In the last days of his presidency, Coolidge signed into law Public Law 805 of the 70th Congress, which would establish a commission. "The commission is to complete the carving of the Mount Rushmore National Memorial, to consist of heroic figures of Washington, Jefferson, Lincoln, and Roosevelt, together with an entablature upon which shall be cut a suitable inscription to be indited by Calvin Coolidge." The bill also provided a $250,000 for the project.
When Borglum had to rearrange the faces on Rushmore, moving Jefferson to Washington's left, he had no room to include the Entablature on the front side of the mountain. Stubbornly, he proposed carving it on the backside, on the wall facing the Hall of Records. In Borglum's imagination, the inscription would be written in "English, Latin, and some Asian language" (most probably Sanskrit, a language that his wife Mary had studied). The trilingual inscription would, like a new Rosetta Stone, aid future archaeologists in deciphering languages that would be dead by then.
In April of 1930, Borglum released Coolidge's first two paragraphs to the public. Or rather, he released edited versions of Coolidge's words to the public. Every newspaper in the land suddenly seemed to consist of literary critics who mocked the president's efforts. When Borglum admitted publicly that he had changed Coolidge's words, he simply fueled more jibes -- perhaps Coolidge should edit Borglum's designs for Rushmore? Eventually the controversy died down and Coolidge withdrew from his assignment.

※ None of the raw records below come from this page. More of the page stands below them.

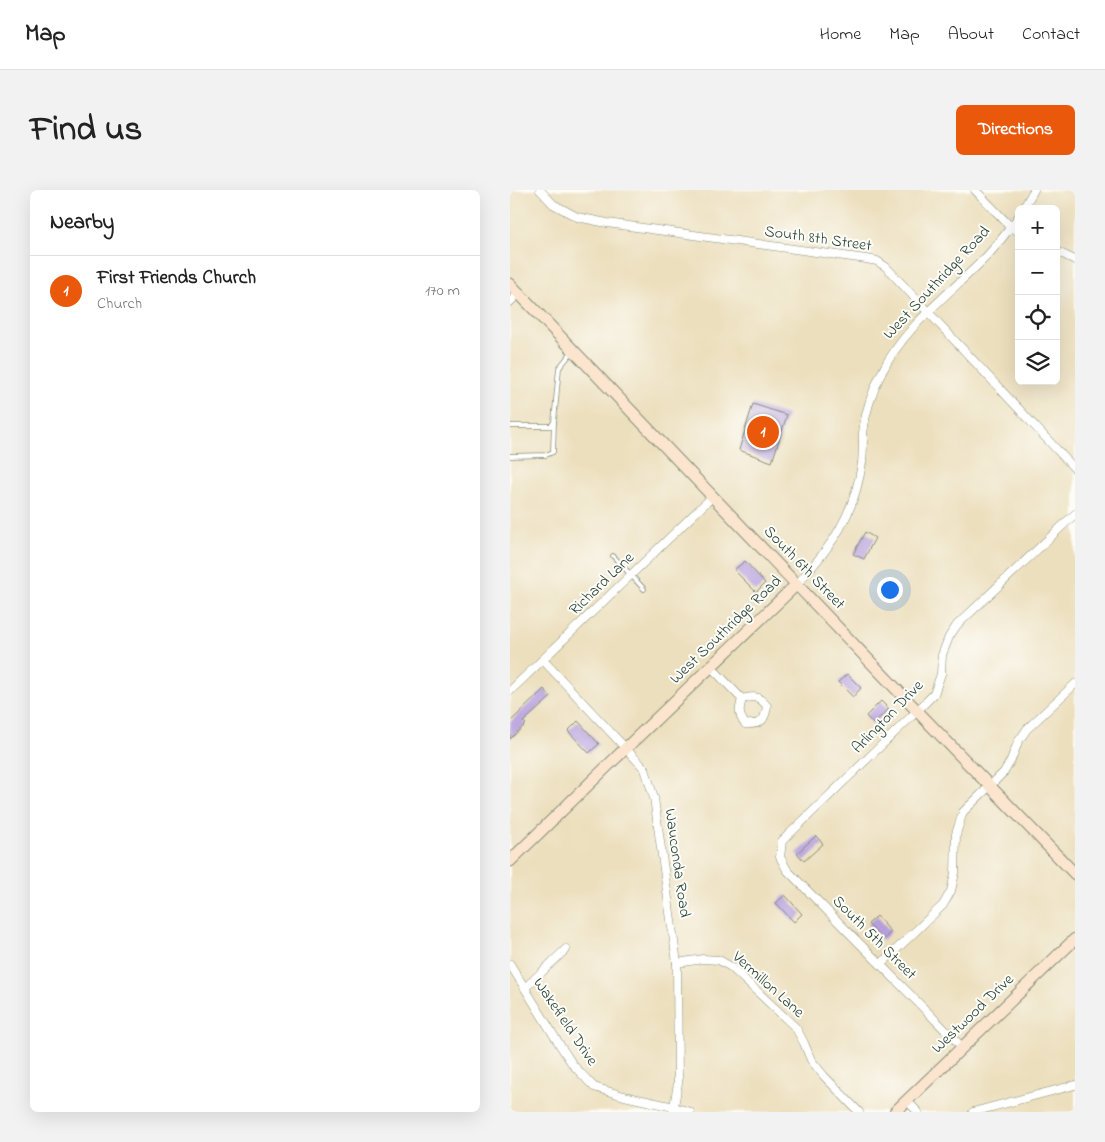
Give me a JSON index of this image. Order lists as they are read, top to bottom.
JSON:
{
  "streets": {
    "main road": ["West Southridge Road", "South 6th Street", "Westwood Drive"],
    "street": [
      "South 8th Street",
      "Richard Lane",
      "Arlington Drive",
      "Wauconda Road",
      "South 5th Street",
      "Vermillon Lane",
      "Wakefield Drive"
    ]
  },
  "crossings": [
    ["South 8th Street", "West Southridge Road"],
    ["West Southridge Road", "South 6th Street"],
    ["West Southridge Road", "Wauconda Road"],
    ["South 6th Street", "Richard Lane"],
    ["South 6th Street", "Arlington Drive"],
    ["Richard Lane", "Wauconda Road"],
    ["Arlington Drive", "South 5th Street"],
    ["Wauconda Road", "Vermillon Lane"],
    ["Wauconda Road", "Wakefield Drive"],
    ["South 5th Street", "Westwood Drive"]
  ],
  "page": {
    "header": "Map",
    "nav": [
      "Home",
      "Map",
      "About",
      "Contact"
    ],
    "title": "Find us",
    "buttons": "Directions",
    "heading": "Nearby",
    "map_buttons": ["+", "−"],
    "list": [
      {
        "mark": "1",
        "name": "First Friends Church",
        "note": "Church",
        "value": "170 m"
      }
    ],
    "pins": "1"
  }
}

In 1934, a year after Coolidge's death, Borglum took a different tack with the Entablature text. He went to newspaper publisher William Randolph Hearst and asked him to publicize a contest to write the text. Hearst agreed, and agreed to supply cash and scholarships as prizes. The Rushmore Commission, however, was nervous about the legality of the contest. Although he was now dead, the law explicitly required the Entablature be written by Coolidge. Before they could act, however, the contest was announced in the Hearst papers. The Commissioners decided to keep the legal issue quiet and deal with the problem if it came up.
Meanwhile, President Franklin Roosevelt accepted Borglum's invitation to head a judging committee to include Eleanor Roosevelt, Interior Secretary Harold Ickes, and other VIPs. The contest was extremely popular -- sources say that more than 100,000 entries were submitted -- and Rushmore was national news. Winners were announced in several age groups, including grade school, high school, and college. There was one overall winner, William Burkett of Nebraska. His scholarship allowed him to go to college and he later became a successful businessman in California. Burkett told one historian that he owed his success to the Rushmore Entablature Contest and wished to be buried near the monument.
As it happened, Borglum read the winning essays, and rejected them all. He had no desire to carve any of them on his monument, and would write another text himself.
As the Depression wore on, and then the country prepared to arm itself for the Second World War, Congress could find no justification in paying for any extraneous elements of the monument that were not already begun. The Entablature was written out of Rushmore's budget.